═════ SOURCE MATERIAL ═════

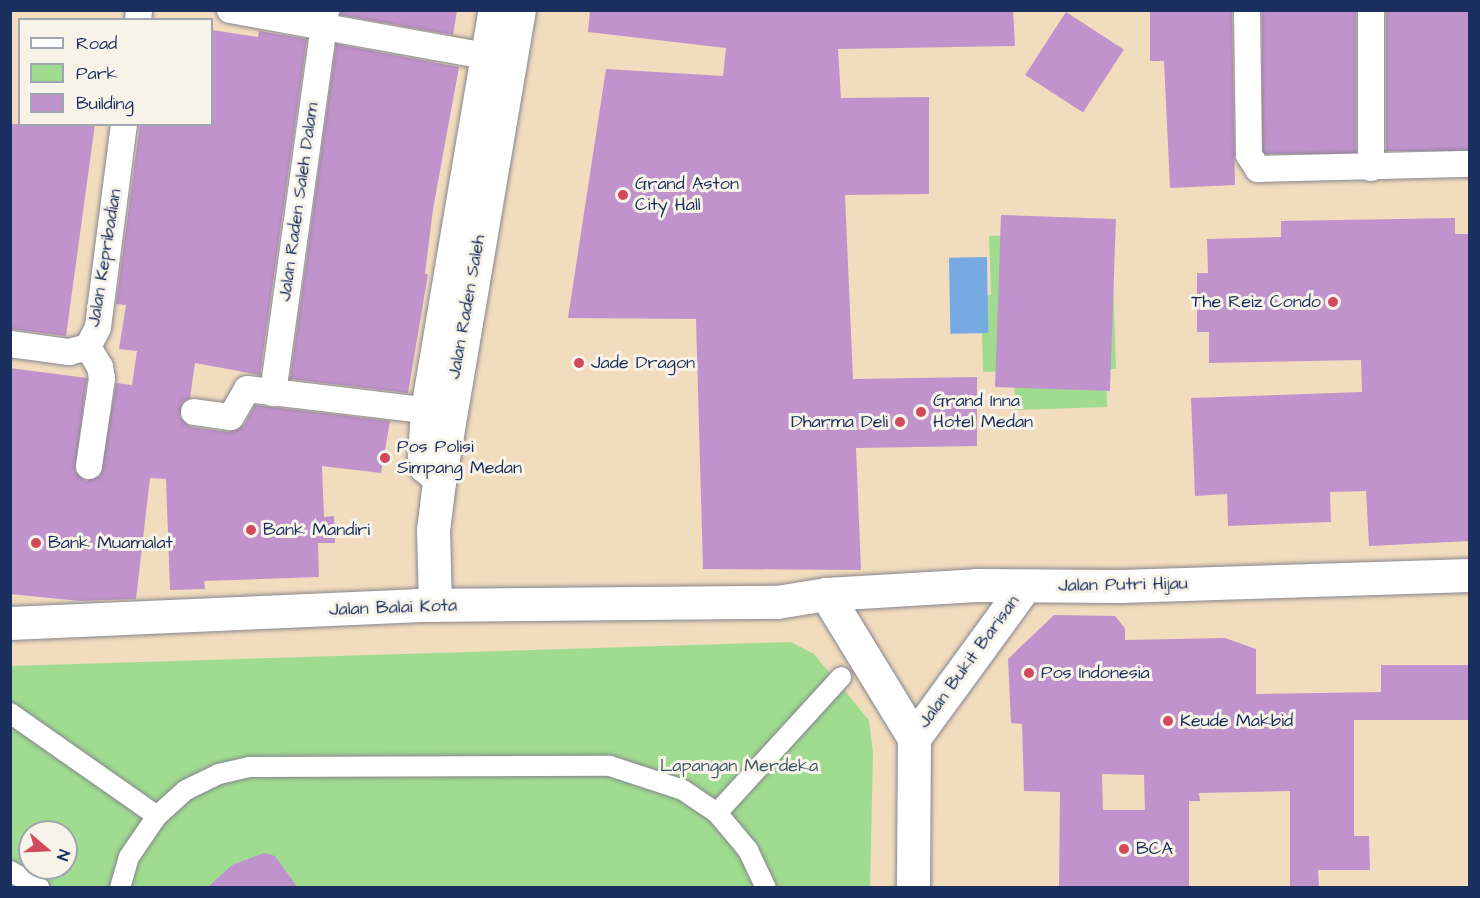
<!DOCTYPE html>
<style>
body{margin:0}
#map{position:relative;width:1480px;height:898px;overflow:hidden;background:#f2dcbe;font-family:"Architects Daughter",sans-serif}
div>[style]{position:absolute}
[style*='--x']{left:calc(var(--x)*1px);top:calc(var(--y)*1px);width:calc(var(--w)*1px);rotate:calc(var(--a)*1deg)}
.green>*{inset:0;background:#a0dc8f}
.water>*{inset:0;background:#77aae3;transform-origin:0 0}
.building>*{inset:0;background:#c193cc;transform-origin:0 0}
.roads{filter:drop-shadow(0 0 2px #86868e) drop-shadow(0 0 2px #86868e)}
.pedestrian>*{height:20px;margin:-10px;padding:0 10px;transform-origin:10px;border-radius:10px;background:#fff}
.minor>*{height:26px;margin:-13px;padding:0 13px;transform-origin:13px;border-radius:13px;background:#fff}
.primary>*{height:33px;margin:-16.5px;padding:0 16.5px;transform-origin:16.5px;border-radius:16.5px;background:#fff}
.dots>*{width:16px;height:16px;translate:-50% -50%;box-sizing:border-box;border:3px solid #f7f3e8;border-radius:50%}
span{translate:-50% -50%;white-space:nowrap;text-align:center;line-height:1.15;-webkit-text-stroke:6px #f7f3e8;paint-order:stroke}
.poi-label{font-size:18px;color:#1b2f5e}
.left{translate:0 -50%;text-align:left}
.right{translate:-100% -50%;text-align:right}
.street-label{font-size:18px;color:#1b2f5e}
.park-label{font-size:18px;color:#3c5a6a}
.frame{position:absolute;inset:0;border:12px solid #1b2f5e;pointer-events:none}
.legend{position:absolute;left:18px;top:18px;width:195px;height:108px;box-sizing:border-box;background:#f7f3e8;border:2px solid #9fa5b1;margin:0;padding:8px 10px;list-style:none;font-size:18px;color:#1b2f5e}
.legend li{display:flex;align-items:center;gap:12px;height:30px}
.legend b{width:30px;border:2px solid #9fa5b1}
.north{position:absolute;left:18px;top:820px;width:60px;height:60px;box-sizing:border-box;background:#f7f3e8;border:2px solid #9fa5b1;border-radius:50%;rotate:109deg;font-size:16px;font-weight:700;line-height:24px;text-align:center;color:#1b2f5e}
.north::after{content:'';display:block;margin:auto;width:21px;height:27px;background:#d1495b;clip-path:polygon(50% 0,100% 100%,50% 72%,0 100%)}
</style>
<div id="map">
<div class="green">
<i style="clip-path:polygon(1103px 232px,1105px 277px,1113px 277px,1116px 369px,1106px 369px,1107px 407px,1015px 410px,1014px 371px,983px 372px,981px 296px,991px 295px,989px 236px)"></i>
<i style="clip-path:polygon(evenodd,791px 642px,814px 654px,869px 720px,873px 753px,870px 887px,11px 887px,10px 666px,791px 642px,30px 832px,66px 832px,66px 868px,30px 868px,30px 832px)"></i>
</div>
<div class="water">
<i style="left:987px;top:257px;width:76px;height:38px;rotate:89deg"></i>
</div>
<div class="building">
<i style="clip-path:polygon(341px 10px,457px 10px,453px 35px,340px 15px)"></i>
<i style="clip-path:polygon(590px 10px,1013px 10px,1015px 46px,838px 49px,841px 98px,929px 97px,929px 194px,845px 195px,853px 379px,977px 377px,977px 446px,856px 448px,861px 570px,703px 569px,696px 319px,568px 318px,606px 69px,723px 76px,726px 48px,588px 32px)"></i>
<i style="clip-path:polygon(1150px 10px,1232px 10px,1235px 185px,1170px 188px,1164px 61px,1150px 61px)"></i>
<i style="left:1262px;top:10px;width:94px;height:144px"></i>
<i style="left:1386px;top:10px;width:84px;height:141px"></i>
<i style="left:1066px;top:12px;width:69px;height:75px;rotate:33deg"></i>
<i style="clip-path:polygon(212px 30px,258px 37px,259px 31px,307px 39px,260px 375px,195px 363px,190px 398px,182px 403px,180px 417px,191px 427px,229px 432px,244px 425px,255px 405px,390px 421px,381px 473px,322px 466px,324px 517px,334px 516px,335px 543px,318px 543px,319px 577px,204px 581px,205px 589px,170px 590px,166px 479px,150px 478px,136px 599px,80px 601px,10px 594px,10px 368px,87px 378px,75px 471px,86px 481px,100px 476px,116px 383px,132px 385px,137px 351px,119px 349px,126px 305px,116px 304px,140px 124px,212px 124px)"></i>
<i style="clip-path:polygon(336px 44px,459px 67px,433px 209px,425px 274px,428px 274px,408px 393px,290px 379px)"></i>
<i style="clip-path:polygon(10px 124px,95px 124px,66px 336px,10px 329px)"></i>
<i style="left:1001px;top:215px;width:115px;height:172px;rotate:2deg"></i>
<i style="clip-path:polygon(1455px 218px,1455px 234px,1470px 234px,1470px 541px,1369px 546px,1366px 491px,1330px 492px,1331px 522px,1228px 526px,1227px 494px,1195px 496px,1191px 398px,1362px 392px,1361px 360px,1209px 363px,1209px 332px,1197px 332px,1197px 273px,1208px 273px,1207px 239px,1281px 237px,1281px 221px)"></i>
<i style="clip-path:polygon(evenodd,1054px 615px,1115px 616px,1125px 628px,1125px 640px,1225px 638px,1256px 649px,1256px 694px,1381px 692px,1381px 665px,1470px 665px,1470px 720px,1354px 720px,1354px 836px,1369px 836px,1370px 870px,1318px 870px,1319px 888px,1290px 888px,1290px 791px,1199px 793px,1200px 801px,1189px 801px,1189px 888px,1059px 888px,1060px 792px,1024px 791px,1022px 724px,1011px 723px,1008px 659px,1054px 615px,1102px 774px,1144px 775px,1145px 810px,1103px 810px,1102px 774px)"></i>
<i style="clip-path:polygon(264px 853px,275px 856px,298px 888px,207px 888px,232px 865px)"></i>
</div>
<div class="roads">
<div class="pedestrian">
<i style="--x:10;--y:713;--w:179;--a:35"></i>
<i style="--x:717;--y:813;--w:184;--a:-47.6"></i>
<i style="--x:10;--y:871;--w:34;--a:30"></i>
<i style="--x:120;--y:888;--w:32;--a:-74"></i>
<i style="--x:129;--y:857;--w:50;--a:-55.7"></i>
<i style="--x:157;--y:816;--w:39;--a:-42"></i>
<i style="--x:186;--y:790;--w:37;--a:-26"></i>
<i style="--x:219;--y:774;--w:31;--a:-13"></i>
<i style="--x:249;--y:767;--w:361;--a:-0.2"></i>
<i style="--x:610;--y:766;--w:77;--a:18.2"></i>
<i style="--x:683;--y:790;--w:41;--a:34.1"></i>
<i style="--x:717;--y:813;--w:48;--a:50"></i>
<i style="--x:748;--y:850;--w:42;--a:64.7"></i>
</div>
<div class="minor">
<i style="--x:230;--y:10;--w:276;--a:10.2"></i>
<i style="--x:1247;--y:10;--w:145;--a:89.2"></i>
<i style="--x:1249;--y:155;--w:17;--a:57"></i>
<i style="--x:1258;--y:169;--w:212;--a:-1.4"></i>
<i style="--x:1371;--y:10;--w:158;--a:90"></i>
<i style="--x:138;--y:20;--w:10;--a:-84"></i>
<i style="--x:10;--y:344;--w:60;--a:7.7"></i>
<i style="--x:69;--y:352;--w:20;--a:-15"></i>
<i style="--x:88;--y:347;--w:22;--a:-63"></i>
<i style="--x:98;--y:327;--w:205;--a:-82.7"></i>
<i style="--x:88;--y:347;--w:23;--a:59"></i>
<i style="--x:100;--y:367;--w:11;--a:80"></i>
<i style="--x:102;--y:378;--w:89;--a:98.4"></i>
<i style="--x:273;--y:393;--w:387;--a:-82.1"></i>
<i style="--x:424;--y:410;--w:48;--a:93.6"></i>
<i style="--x:421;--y:458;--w:11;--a:80"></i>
<i style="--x:423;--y:469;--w:21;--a:39"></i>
<i style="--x:194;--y:412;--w:37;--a:8"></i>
<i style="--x:231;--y:417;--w:32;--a:-60"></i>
<i style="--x:247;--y:389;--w:178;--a:6.8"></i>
<i style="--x:424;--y:410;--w:406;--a:-80.4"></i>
</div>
<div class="primary">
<i style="--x:826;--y:594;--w:169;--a:58.6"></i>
<i style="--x:914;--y:738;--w:150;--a:90.4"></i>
<i style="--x:435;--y:605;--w:75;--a:-91.5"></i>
<i style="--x:433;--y:530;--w:48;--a:-82.9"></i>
<i style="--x:439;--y:482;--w:479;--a:-80.4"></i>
<i style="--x:10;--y:623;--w:406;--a:-2.5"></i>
<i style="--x:416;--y:605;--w:361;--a:-0.5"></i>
<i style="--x:777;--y:602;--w:50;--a:-9.3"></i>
<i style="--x:826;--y:594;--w:150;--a:-3.4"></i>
<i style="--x:976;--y:585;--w:145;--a:0.4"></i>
<i style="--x:1121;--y:586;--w:349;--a:-1.8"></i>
<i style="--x:914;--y:738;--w:188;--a:-53.9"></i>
</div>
</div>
<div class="dots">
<i style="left:623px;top:195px;background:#d1495b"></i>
<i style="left:1333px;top:302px;background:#d1495b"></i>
<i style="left:579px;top:363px;background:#d1495b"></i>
<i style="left:921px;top:412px;background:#d1495b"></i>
<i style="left:900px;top:422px;background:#d1495b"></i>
<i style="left:385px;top:458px;background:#d1495b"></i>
<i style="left:251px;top:530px;background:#d1495b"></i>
<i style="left:36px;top:543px;background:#d1495b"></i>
<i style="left:1029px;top:673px;background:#d1495b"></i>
<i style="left:1168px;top:721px;background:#d1495b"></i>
<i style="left:1124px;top:849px;background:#d1495b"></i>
</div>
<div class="poi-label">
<span class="left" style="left:635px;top:195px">Grand Aston<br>City Hall</span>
<span class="right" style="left:1321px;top:302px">The Reiz Condo</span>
<span class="left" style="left:591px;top:363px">Jade Dragon</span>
<span class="left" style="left:933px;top:412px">Grand Inna<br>Hotel Medan</span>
<span class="right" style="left:888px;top:422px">Dharma Deli</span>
<span class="left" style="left:397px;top:458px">Pos Polisi<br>Simpang Medan</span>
<span class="left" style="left:263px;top:530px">Bank Mandiri</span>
<span class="left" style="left:48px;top:543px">Bank Muamalat</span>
<span class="left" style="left:1041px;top:673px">Pos Indonesia</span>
<span class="left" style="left:1180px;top:721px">Keude Makbid</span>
<span class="left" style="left:1136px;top:849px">BCA</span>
</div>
<div class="street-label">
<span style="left:299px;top:202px;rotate:-82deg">Jalan Raden Saleh Dalam</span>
<span style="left:105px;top:258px;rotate:-81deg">Jalan Kepribadian</span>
<span style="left:467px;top:307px;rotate:-80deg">Jalan Raden Saleh</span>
<span style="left:1123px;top:585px;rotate:-1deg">Jalan Putri Hijau</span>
<span style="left:393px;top:608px;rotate:-2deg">Jalan Balai Kota</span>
<span style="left:969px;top:662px;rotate:-54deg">Jalan Bukit Barisan</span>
</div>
<div class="park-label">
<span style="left:739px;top:766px">Lapangan Merdeka</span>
</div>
<div class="frame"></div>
<ul class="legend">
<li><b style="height:8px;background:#fff"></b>Road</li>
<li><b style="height:16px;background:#a0dc8f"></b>Park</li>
<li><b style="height:16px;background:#c193cc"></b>Building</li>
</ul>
<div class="north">N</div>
</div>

═════

### EXERCISE REQUIREMENTS
From the listing above, return every line that carries the string "water".

### ANSWER FOR THE TASK
.water>*{inset:0;background:#77aae3;transform-origin:0 0}
<div class="water">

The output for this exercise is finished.